Arguments over the "phase-out" or "phase-down" of fossil fuels is another key battleground at the talks in the United Arab Emirates, one of the world's biggest oil producers.
Saudi Arabia has revamped its energy sources, invested in renewables and improved energy-efficiency as it tries to decarbonise its economy by 2030, Prince Abdulaziz said.
But that target does not include emissions from the 8.9 million barrels of oil a day exported by Saudi Arabia.
Africa and its energy mix is an area of focus for both Saudi and the UAE, which in September pledged $4.5 billion for clean-energy investments in the continent.

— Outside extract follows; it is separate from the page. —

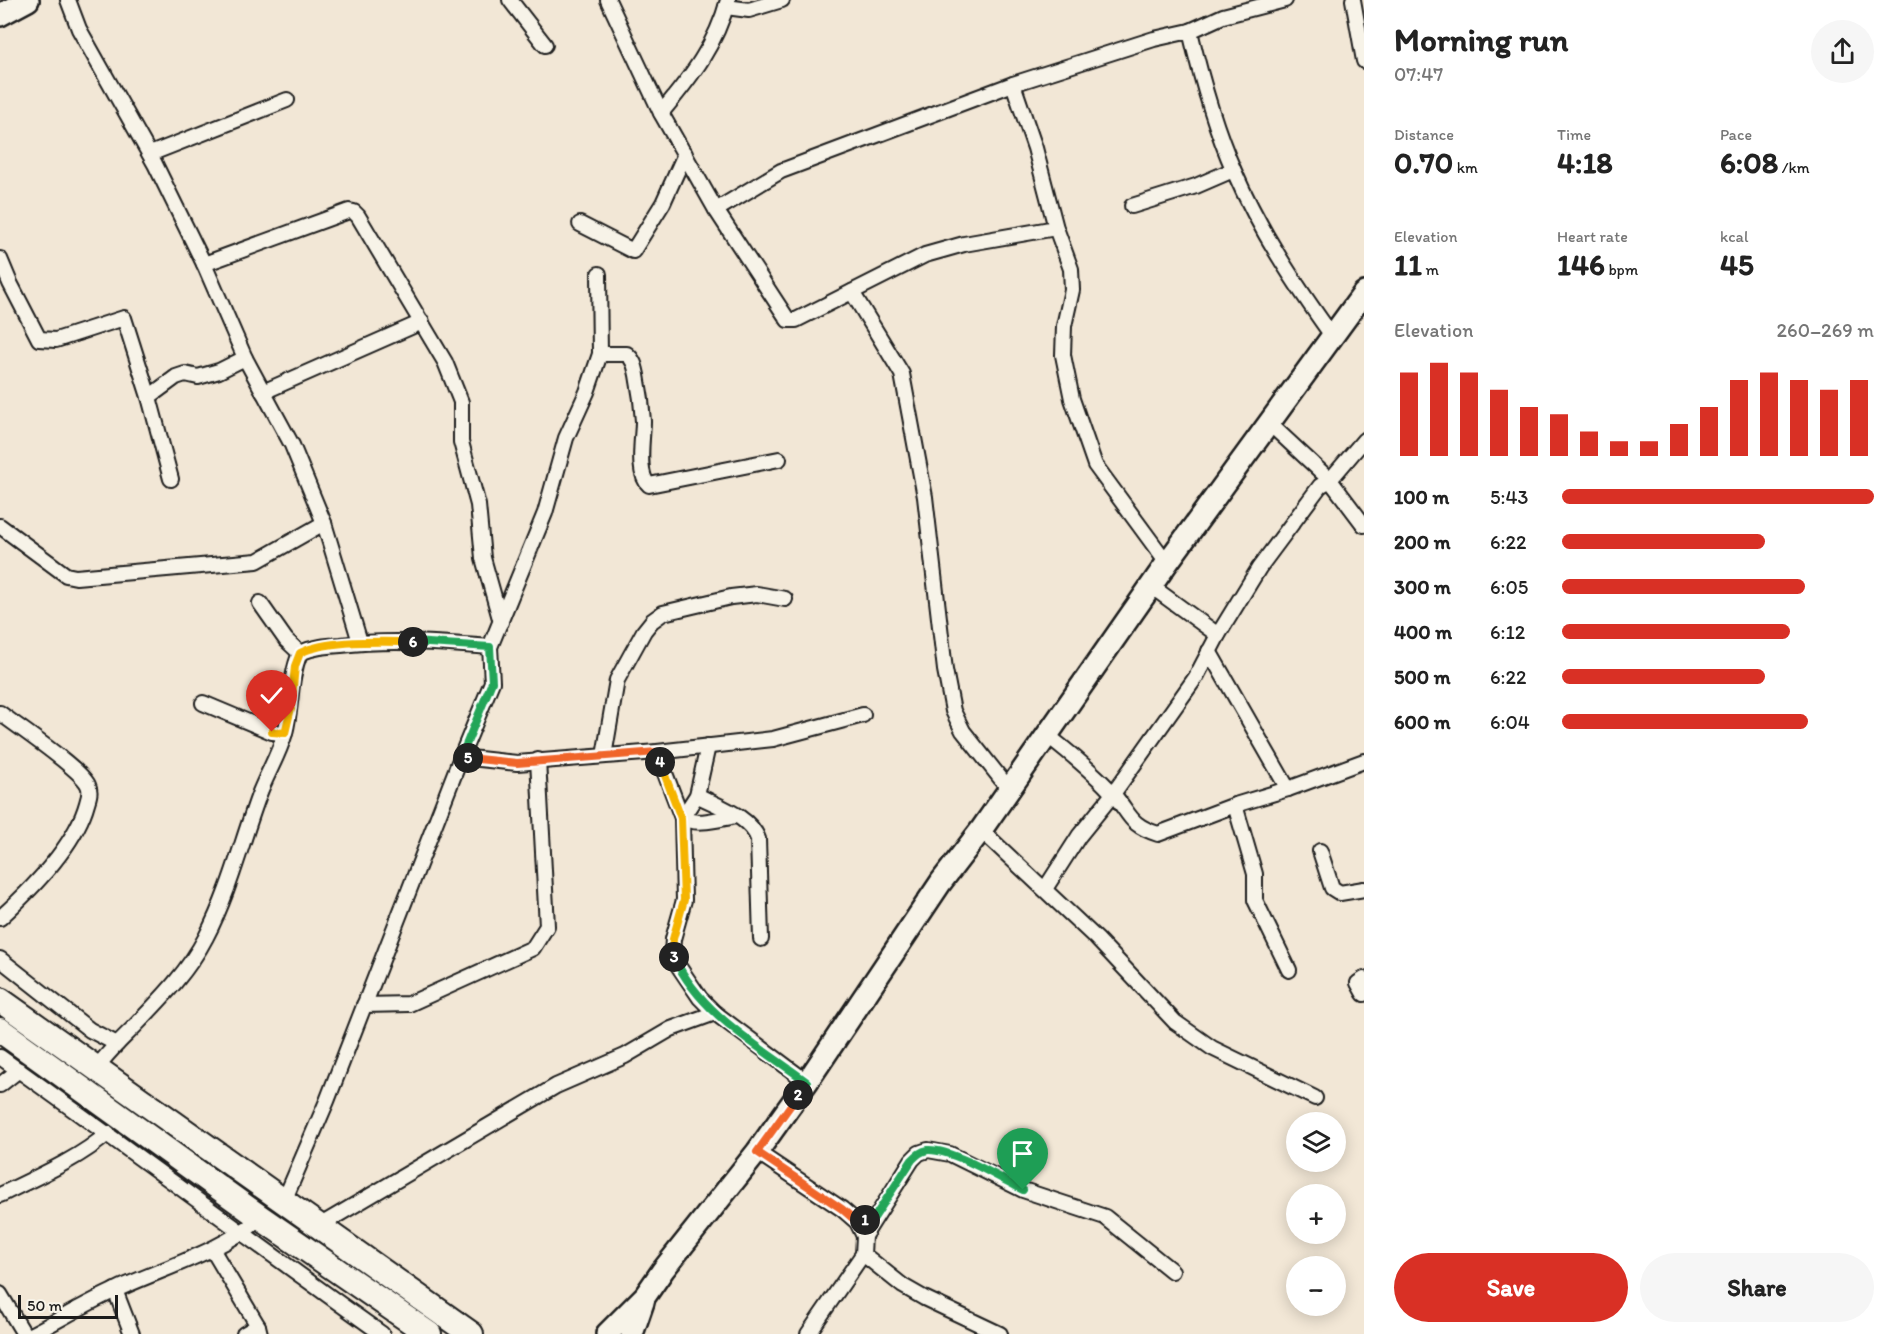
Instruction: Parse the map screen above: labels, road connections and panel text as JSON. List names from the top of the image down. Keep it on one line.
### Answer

"You cannot go to undeveloped countries or developing countries and ask them to do the same measures of the transition," Yasir Al-Rumayyan, chairman of Saudi state oil giant Aramco, told the forum.
"Especially people who don't have access to the energy." He said he heard an African minister say "in order for us to have growth, we have to carbonise first then to decarbonise.
"Maybe the bottom line is we should be less idealistic and more practical," he added.
At the Saudi-Africa Summit last month, where the kingdom unveiled a $45-billion investment package for the continent, Prince Abdulaziz said attempts to provide financial support for poor nations hit by climate change had produced poor results.
In the lead-up to COP28, a report by the Centre for Climate Reporting and Britain's Channel 4 News accused Saudi Arabia of artificially stimulating oil demand in Africa and Asia. Saudi authorities did not respond to a request for comment.